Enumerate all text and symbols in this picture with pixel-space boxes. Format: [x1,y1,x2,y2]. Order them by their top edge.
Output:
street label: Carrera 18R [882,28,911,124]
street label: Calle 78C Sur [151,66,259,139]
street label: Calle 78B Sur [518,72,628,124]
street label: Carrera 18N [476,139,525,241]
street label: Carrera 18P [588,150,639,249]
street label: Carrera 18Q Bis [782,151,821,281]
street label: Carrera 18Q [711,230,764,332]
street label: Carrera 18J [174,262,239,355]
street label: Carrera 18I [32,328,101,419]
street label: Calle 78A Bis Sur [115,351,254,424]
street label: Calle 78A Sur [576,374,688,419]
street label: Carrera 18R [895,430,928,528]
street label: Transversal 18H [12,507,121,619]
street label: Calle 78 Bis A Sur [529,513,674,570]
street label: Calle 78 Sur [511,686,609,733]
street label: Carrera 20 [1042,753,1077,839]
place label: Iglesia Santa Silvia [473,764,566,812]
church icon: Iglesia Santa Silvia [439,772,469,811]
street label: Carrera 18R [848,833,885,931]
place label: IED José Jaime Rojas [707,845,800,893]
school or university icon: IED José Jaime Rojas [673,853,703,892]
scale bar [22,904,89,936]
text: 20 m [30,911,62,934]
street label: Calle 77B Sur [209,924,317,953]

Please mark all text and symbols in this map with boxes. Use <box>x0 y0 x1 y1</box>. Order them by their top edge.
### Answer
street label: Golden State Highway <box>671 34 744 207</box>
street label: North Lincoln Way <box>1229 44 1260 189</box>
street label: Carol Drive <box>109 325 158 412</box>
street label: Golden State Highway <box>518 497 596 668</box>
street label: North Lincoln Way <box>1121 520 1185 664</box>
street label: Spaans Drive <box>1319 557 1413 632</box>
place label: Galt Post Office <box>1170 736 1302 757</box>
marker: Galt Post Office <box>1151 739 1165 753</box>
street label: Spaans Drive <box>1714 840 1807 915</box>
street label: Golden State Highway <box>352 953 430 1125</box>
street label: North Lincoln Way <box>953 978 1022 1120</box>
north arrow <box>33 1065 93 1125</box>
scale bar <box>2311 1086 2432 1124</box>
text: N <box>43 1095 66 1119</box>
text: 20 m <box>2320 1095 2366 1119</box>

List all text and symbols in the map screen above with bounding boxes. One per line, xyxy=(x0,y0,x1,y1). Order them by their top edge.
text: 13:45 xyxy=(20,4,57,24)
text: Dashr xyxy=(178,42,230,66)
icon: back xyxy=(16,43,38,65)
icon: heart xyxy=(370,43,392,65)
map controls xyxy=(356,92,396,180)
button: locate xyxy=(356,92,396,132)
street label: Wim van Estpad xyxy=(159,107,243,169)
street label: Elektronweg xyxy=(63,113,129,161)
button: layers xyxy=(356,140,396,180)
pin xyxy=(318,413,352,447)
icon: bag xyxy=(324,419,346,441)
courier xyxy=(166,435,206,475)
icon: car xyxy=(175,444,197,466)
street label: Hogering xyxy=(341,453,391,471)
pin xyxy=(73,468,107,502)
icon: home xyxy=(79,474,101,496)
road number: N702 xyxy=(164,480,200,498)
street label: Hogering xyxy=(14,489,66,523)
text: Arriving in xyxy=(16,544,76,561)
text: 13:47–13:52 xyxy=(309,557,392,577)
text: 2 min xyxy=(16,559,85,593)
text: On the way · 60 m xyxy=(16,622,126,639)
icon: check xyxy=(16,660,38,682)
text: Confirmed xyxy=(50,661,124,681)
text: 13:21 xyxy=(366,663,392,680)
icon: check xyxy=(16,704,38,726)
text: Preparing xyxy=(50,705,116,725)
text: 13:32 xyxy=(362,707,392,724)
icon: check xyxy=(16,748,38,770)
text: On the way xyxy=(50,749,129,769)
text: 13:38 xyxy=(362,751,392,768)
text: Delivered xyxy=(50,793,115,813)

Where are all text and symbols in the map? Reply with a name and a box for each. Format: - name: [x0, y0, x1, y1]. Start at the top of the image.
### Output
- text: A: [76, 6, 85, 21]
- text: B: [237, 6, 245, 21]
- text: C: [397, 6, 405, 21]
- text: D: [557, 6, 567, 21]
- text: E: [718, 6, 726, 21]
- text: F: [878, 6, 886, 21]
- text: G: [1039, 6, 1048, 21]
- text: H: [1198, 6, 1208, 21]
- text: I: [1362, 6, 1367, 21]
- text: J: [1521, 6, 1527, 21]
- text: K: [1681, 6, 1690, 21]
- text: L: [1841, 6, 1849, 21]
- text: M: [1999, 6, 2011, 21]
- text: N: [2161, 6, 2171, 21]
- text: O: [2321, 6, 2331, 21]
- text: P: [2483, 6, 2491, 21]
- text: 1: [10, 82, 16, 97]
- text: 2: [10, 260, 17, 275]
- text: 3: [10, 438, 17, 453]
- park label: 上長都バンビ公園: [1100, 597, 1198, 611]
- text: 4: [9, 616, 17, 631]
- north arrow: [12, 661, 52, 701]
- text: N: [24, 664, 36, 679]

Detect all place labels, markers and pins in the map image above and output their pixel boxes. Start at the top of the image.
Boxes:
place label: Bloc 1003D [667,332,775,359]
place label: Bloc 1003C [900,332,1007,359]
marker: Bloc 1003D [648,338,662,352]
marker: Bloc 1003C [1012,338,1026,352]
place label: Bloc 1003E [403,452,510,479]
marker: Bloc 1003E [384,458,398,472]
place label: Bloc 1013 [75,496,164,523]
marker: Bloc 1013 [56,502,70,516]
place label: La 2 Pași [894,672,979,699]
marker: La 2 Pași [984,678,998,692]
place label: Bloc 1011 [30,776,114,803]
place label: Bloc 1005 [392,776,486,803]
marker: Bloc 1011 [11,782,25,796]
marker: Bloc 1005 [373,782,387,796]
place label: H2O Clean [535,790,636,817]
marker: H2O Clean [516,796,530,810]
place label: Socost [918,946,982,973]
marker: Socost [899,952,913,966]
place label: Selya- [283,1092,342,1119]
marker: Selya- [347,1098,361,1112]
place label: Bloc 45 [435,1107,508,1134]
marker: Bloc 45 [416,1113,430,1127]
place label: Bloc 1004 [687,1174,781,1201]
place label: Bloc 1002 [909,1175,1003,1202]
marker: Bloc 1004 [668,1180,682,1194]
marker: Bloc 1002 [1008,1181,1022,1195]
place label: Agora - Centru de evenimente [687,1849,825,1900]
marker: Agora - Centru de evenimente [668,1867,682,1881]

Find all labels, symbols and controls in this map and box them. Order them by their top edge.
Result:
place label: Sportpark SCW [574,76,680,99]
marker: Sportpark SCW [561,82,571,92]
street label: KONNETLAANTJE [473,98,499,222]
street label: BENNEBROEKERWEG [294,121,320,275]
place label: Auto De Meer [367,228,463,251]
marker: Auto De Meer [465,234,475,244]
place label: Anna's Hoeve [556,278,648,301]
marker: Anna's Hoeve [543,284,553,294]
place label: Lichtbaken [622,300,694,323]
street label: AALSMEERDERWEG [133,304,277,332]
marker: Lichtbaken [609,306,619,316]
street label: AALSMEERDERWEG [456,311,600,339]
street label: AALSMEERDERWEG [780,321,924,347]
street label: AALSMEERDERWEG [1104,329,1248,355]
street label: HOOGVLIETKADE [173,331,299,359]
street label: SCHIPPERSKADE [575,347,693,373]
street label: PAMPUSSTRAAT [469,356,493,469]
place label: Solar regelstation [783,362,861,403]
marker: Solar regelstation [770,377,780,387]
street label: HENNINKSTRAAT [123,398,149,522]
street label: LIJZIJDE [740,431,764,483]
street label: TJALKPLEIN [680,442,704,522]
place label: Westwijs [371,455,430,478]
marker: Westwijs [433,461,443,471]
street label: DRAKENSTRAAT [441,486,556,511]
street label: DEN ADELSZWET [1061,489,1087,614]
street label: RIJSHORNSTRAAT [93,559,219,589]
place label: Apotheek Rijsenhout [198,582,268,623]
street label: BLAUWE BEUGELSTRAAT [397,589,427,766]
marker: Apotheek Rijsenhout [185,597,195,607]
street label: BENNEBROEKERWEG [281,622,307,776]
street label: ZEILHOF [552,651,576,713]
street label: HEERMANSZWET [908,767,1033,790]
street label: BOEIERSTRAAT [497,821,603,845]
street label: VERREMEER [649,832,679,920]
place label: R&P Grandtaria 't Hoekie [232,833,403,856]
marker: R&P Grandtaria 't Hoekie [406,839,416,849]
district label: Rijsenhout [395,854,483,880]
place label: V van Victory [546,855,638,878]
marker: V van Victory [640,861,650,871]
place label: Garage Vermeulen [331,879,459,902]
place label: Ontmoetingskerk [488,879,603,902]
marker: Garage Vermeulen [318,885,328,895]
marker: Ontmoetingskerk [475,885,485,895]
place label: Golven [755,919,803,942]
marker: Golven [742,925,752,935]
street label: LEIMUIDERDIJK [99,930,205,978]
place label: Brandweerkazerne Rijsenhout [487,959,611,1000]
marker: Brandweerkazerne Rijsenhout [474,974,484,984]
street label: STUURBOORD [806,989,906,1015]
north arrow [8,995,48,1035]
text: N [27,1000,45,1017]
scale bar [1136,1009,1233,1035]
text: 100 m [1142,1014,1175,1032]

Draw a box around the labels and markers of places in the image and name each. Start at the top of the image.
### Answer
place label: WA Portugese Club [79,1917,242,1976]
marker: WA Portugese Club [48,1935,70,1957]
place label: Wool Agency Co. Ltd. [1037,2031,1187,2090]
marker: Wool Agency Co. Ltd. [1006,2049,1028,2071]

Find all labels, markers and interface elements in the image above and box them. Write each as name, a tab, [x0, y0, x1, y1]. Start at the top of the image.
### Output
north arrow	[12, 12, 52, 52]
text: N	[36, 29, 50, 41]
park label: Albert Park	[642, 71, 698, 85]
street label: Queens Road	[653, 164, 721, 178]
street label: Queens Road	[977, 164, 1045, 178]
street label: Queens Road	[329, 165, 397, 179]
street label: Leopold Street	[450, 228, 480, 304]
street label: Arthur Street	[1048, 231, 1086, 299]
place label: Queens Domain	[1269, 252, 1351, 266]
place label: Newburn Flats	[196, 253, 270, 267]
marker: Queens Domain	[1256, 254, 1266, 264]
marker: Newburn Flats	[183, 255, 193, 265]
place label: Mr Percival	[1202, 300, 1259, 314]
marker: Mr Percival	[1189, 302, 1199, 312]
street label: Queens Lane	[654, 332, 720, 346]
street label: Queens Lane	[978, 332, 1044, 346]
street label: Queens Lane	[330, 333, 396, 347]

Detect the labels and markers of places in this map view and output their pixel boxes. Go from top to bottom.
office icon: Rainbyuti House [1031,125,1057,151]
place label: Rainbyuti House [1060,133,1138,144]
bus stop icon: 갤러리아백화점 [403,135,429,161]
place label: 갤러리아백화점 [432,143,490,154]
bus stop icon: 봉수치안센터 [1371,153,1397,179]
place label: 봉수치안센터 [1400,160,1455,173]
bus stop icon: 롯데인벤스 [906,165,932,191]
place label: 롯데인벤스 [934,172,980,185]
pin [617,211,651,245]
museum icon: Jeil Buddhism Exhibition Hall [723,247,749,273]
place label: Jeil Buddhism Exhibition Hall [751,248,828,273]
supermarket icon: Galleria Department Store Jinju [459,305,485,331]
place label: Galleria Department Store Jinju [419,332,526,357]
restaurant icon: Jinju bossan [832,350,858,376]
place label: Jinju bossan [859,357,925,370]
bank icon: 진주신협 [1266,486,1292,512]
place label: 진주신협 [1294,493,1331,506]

__Task item__. Find how many lines above include "봉수치안센터"; reply with the number only.

__Reply to the exercise__. 2